# Need help with MS-One printer



## LincolnAveShirts (Nov 23, 2009)

I purchased a used MS-One printer from Axiom. This machine was to be remanufactured and as good as new. So far, since we have recieved the machine, we have had to pay over $4000 in repairs to MS, and the machine still doesn't work. While I think Adam at MS is a nice guy, after seven months of him not getting the machine to work and replacing the same parts time and time again, I'm ready to move on. Does anybody know someone who can get an EPSON 4000 based DTG working? We are getting error code 100035. The head, capping station and pump, encoder strip, print head carriage have all been replaced.


----------



## QV (Jun 18, 2009)

Hi are you still having this problem?


Here's the advice we can offer real quick:

That error is described in Epson documentation as "Pump phase detection error". Underneath/around the capping station there is a sensor, a squeegee and a set of gears. The sensor, squeegee and gears accumulate ink residue from regular usage and will jam, preventing the geears from turning and causing the sensor to mis-detect the amount of turns. The 00010035 error frequently comes up if the gears are not cleaned. I think you should try cleaning them before throwing in the towel since this is a fairly robust machine when it is well maintained.

Cleaning procedure: 

best done when the side cover is off.

Using a Q-tip dipped in alcohol, gently rub the top edge of the squeegee, the rail onto which it slides out (you should be able to see bare metal, anything else is ink residue), any gears that you can get access to, both from the top and from the back of the printer. The original color of the gears is white, so any other color means you are seeing ink residue which will prevent the gears from turning properly and bring up the error code.

Generally we have observed that error coming up together with a loud, high-pitched grinding noise which is probably coming from whatever engine is forcing the gears to turn as they jam.

Also, you may be prevented from doing cleanings if the error comes up during the printer start-up process. I would try cleaning the gears/rail the best possible, then starting a soft cleaning and pulling the plug on the printer after about 3 seconds. This will interrupt the cleaning while the squeegee is protracted and you can clean it easier. I'll also post a picture of everything I am talking about. 

If your printer side covers are still on, Adam from MS can walk you through removing all the necessary screws to take them off.

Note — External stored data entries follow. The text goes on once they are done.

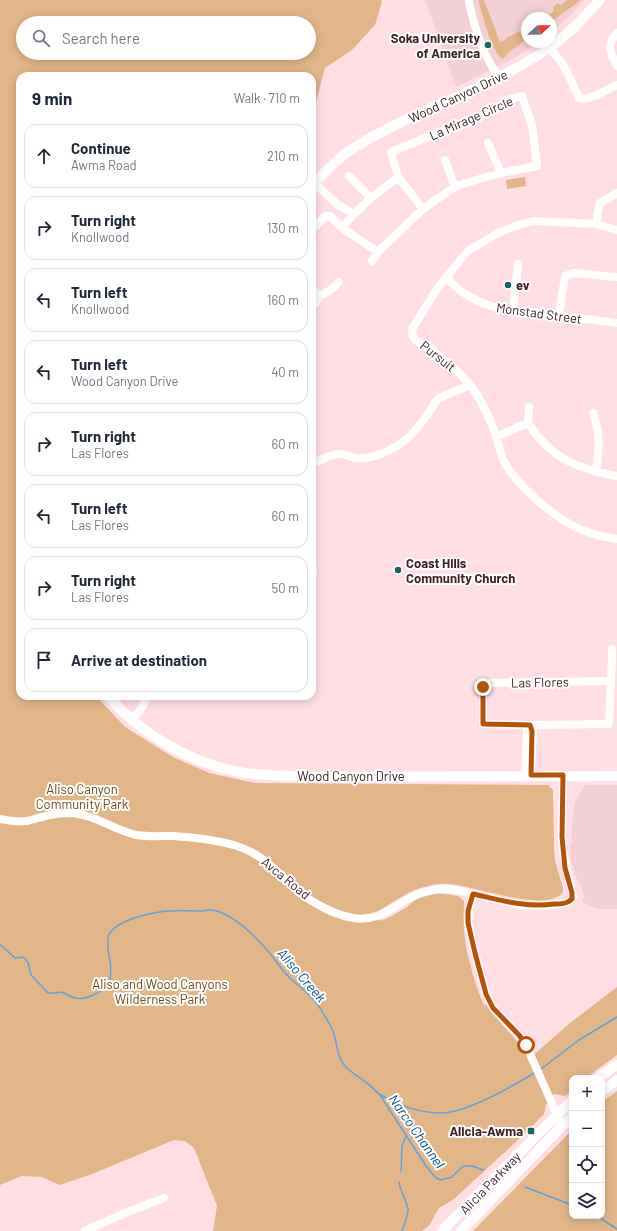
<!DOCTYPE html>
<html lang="en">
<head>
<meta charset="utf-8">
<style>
	:root { --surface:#fff; --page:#f6f6f7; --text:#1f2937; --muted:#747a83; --line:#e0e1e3 }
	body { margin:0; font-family:Barlow,sans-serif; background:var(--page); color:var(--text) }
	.controls { position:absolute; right:12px; bottom:12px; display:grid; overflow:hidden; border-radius:8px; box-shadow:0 2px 10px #0003 }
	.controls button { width:36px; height:36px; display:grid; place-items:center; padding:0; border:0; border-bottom:1px solid var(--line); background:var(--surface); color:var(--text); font:20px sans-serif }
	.compass { position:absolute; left:521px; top:12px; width:36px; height:36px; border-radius:50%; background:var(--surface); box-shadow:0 2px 10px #0003; rotate:68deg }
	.stop { position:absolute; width:12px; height:12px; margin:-9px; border:3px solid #b45309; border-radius:50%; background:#fff }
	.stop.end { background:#b45309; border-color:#fff; box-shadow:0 1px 4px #0008 }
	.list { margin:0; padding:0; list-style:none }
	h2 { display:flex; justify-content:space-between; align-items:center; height:52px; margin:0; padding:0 16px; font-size:17px }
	h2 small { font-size:13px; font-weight:400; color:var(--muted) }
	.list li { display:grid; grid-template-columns:26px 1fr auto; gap:12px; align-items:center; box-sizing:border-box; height:64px; margin:0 8px 8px; padding:0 8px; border:1px solid var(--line); border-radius:12px }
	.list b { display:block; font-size:15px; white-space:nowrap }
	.list p { margin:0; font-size:13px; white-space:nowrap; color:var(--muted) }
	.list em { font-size:13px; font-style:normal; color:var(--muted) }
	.icon { flex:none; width:22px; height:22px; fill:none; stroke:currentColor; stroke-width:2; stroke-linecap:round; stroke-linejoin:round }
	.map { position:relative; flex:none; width:617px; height:1231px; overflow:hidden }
	.search { position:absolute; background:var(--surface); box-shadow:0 2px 10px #0003; left:16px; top:16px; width:300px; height:44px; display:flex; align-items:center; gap:10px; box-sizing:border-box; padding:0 14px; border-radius:22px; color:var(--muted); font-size:15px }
	.panel { position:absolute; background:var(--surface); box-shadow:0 2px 10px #0003; left:16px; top:72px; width:300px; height:628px; border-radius:12px }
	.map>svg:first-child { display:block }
	.built { fill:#f3d0d5 }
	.green { fill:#e2b689; fill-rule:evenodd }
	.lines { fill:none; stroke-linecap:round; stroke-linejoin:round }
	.stream { stroke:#61a3de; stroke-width:1.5 }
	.minor { stroke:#fff; stroke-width:8 }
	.major { stroke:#fff; stroke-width:10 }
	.route { stroke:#b45309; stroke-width:5 }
	.poi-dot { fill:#18645e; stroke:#fff; stroke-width:1.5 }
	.labels { text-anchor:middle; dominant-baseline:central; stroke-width:4; stroke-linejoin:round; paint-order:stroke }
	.poi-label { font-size:13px; font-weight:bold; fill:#3f2228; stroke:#fff; text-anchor:end }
	.street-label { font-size:13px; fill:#3f2228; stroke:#fff }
	.park-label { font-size:13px; fill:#744b1a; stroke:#fff }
	.water-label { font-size:14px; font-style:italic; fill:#0a588e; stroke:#fff }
</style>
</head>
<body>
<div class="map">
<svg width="617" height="1231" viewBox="0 0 617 1231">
	<rect width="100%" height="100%" fill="#ffdfe4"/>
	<path class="built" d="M 425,0 L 584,0 L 571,15 L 551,32 L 551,18 L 527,18 L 527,42 L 538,42 L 511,60 L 456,87 Z
		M 585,785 L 617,785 L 617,909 L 604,909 L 595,908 L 582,902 L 584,895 L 581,887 L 575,875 L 571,860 L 570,845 L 572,842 L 571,833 L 575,802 Z"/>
	<path class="green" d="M 0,0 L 381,0 L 382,2 L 375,25 L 352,50 L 325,68 L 312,117 L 312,76 L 20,76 L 20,696 L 96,696 L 125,727 L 173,757 L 209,773 L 255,783 L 548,785 L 553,790 L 554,847 L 555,861 L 563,888 L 563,892 C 544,916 468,881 439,884 C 430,885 418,888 410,892 C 399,898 389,905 378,911 L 380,921 L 388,918 L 407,907 L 416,899 L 437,893 L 458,896 L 464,901 C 464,910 463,921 464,929 C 465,949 475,986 484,1005 L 486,1005 C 499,1024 518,1038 529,1059 L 570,1023 L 617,987 L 617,1055 L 586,1078 L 572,1078 L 572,1090 L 565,1096 L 554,1094 L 546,1105 L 544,1114 L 520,1138 L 454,1199 L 439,1208 L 429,1226 L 422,1231 L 213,1231 L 217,1206 L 194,1148 L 185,1141 L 174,1140 L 92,1174 L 60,1185 L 42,1177 L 22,1176 L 0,1185 ZM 23,23 L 309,23 L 309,53 L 23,53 Z
		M 478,0 L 484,0 L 500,42 L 506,40 L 506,38 L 527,28 L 527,39 L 508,53 L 503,59 C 492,55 482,12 478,0 Z
		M 567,0 L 581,0 L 551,22 L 551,18 L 544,18 L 554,11 L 553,7 L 558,3 L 561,5 Z
		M 525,177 L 526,186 L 507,189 L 506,180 Z
		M 617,1091 L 617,1231 L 473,1231 L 572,1130 L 572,1216 L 602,1216 L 602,1102 Z"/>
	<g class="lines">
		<path class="stream" d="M 0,945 L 2,946 L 15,958 L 23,957 L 28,962 L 31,975 L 48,993 L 54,993 L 62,992 C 72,998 80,1001 91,996 C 109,989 113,980 110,961 C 109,954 107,949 108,942 C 108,939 108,935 110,933 C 119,919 156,911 172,911 C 181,910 189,911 198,911 C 206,911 211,908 220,912 C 238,919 254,935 267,950 C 275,959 281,969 289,977 C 295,983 302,988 308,994 C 318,1003 326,1017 332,1029 C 337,1039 336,1052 342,1062 C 347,1071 358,1076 367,1083 C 372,1086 375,1092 381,1095 C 398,1106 422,1113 442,1113 C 468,1112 513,1086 536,1072
			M 541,1069 L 579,1040 L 617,1017
			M 380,1095 L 426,1166 L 436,1178 L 441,1180 L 452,1177 L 462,1167 L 466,1166 L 472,1166 L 483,1170
			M 401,1171 L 402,1146 L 406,1136
			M 399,1182 C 400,1191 406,1199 408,1209 C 408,1216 404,1225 402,1231
			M 525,1187 L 572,1205
			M 597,1216 L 617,1229"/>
		<path class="minor" d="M 469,0 C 469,5 471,10 472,15 C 478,38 485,59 500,78
			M 617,33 C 605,47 610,51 617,66
			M 550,48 L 562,63 L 569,76 L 579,98 C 587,102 608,89 617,85
			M 488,143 L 501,173
			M 445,160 L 455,187
			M 349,176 L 371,198
			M 314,183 L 337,204 L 354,214
			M 596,224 L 598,211 L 600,203 L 617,193
			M 316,226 L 325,216 L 330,216 L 342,228
			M 617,230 L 596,224 L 533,221 L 518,225 L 498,233 L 468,251 L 439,286 L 412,329 C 412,333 412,335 414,338 C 418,343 426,346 432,350 C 445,360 459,371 470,385 C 482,400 490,418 496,436 C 498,443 500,450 502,457 C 513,483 555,519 582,530 C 593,535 605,537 617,539
			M 378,252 L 342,228 L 354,214 L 371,198 L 398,177
			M 372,261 L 378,252 L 423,209 L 450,190 L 462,184 L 501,173 L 537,166 L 532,125 L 522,96 L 508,100 L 499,108 L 391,152 L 398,177 L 423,209
			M 446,277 C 459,293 475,301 494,307 L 617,323
			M 312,289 C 323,296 319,299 312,307
			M 319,296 C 328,293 333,289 339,282
			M 513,310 L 518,264
			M 559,315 L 565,276 L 573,273 L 617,277
			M 593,413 C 601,432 599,452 596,472
			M 528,423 L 529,407
			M 496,437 L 528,423 C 550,458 578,469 617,476
			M 312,464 C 320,460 329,455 338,454 C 343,453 350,457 356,458 C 370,460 387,452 399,445 C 411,437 424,420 432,408 C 434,404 435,401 439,398 L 470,385
			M 312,558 L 313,575 L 312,578
			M 611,681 L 488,683 L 483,687 L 483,724 L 530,725 L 609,724 L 612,656 L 612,649
			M 132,720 L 143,706 L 147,696
			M 530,725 L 533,731 L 531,775
			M 525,775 L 527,730 L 530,725
			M 0,819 C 9,821 18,822 27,821 C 32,820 37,818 42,817 C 52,814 62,813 72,813 C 95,815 114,830 136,835 C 148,837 161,836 173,836 C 193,837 214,840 234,845 C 262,854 271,866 291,885 C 307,900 331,914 353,918 C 379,922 391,907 412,897 C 425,890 440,888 454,890 C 476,893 498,901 520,905 C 532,906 545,906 557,904 C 563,903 569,904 573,897 L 563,852 L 562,837 L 563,775
			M 473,894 L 469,911 L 468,923 L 475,953 L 486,994 L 493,1008 L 519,1035 L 526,1045 L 562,1126
			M 85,1231 L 125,1213 L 164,1198"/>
		<path class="major" d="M 312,185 C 325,173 337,158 352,149 C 415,109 488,90 549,48 C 568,35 584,17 600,0
			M 108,696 C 142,735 193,765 245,773 C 270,776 296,776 321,777 L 617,776
			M 598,1078 L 617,1065
			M 602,1091 L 617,1080
			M 442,1231 L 557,1115 L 572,1101
			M 461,1231 L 562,1126 L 572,1117"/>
	</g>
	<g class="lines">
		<path class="route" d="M 483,687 L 483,724 L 530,725 L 532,731 L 531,775 L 563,775 L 562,837 L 565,868 L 572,893 L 572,899 C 567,904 561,904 554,904 C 525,908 501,900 473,894 L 468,911 L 468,923 L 475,953 L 486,994 L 493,1008 L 519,1035 L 526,1045"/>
	</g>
	<g class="poi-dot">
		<circle cx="488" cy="45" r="4"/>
		<circle cx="508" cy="285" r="4"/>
		<circle cx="398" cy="570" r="4"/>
		<rect x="527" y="1127" width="8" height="8" rx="2"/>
	</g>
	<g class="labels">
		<g class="poi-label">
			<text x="480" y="38">Soka University<tspan x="480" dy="15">of America</tspan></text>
			<text x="516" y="285" text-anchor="start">ev</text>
			<text x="406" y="563" text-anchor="start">Coast Hills<tspan x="406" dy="15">Community Church</tspan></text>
			<text x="523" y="1131">Alicia-Awma</text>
		</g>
		<g class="street-label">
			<text transform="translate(458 96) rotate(-25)">Wood Canyon Drive</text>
			<text transform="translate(471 118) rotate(-24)">La Mirage Circle</text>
			<text transform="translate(539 313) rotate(8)">Monstad Street</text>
			<text transform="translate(438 356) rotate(38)">Pursuit</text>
			<text transform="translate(540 682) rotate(-1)">Las Flores</text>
			<text x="351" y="776">Wood Canyon Drive</text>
			<text transform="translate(286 878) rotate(39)">Avca Road</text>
			<text transform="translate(490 1183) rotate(-46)">Alicia Parkway</text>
		</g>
		<g class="park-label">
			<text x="82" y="789">Aliso Canyon<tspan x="82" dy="15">Community Park</tspan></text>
			<text x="160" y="984">Aliso and Wood Canyons<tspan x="160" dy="15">Wilderness Park</tspan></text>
		</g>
		<g class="water-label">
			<text transform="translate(302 975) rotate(49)">Aliso Creek</text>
			<text transform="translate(417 1131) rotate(55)">Narco Channel</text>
		</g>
	</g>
</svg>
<div class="controls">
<button>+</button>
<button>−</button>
<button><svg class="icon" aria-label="locate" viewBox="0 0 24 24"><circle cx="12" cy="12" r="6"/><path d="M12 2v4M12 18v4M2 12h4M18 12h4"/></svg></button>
<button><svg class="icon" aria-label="layers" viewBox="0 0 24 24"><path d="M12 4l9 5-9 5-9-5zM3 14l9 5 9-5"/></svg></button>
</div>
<svg class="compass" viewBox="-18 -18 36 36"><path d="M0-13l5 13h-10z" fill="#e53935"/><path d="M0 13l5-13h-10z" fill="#747a83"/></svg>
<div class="stop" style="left:526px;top:1045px"></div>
<div class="stop end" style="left:483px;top:687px"></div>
<div class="search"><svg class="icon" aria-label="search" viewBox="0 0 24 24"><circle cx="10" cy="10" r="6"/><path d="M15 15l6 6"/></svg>Search here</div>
<section class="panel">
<h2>9 min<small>Walk · 710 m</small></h2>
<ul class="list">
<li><svg class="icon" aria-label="ahead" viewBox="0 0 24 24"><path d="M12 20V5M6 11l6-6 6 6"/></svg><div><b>Continue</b><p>Awma Road</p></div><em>210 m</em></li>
<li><svg class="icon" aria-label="right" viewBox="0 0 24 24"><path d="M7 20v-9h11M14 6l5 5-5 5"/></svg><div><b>Turn right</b><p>Knollwood</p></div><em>130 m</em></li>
<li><svg class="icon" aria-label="left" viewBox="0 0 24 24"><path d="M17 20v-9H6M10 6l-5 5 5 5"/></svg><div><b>Turn left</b><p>Knollwood</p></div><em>160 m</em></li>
<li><svg class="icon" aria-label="left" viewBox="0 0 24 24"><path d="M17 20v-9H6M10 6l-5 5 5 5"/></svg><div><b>Turn left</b><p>Wood Canyon Drive</p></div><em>40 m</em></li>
<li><svg class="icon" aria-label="right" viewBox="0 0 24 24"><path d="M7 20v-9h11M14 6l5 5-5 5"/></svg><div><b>Turn right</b><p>Las Flores</p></div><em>60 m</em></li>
<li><svg class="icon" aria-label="left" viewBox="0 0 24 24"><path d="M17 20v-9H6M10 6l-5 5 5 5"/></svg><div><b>Turn left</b><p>Las Flores</p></div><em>60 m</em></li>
<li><svg class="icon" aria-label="right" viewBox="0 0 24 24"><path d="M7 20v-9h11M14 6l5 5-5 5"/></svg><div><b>Turn right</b><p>Las Flores</p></div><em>50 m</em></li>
<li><svg class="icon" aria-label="arrive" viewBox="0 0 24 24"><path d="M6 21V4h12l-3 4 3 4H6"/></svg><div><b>Arrive at destination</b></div></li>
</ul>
</section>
</div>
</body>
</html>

I hope this is not coming too late. Cheers!


----------



## QV (Jun 18, 2009)




----------



## basilietto (Apr 7, 2008)

Hello,
we repair Epson printers and I may be able to help if you still need it. We work on many epson based DTG machines as well. please contact me at: info@makkiusa.com


----------



## Stitch-Up (May 26, 2007)

Nearly a year on, I hope some progress has been made!


----------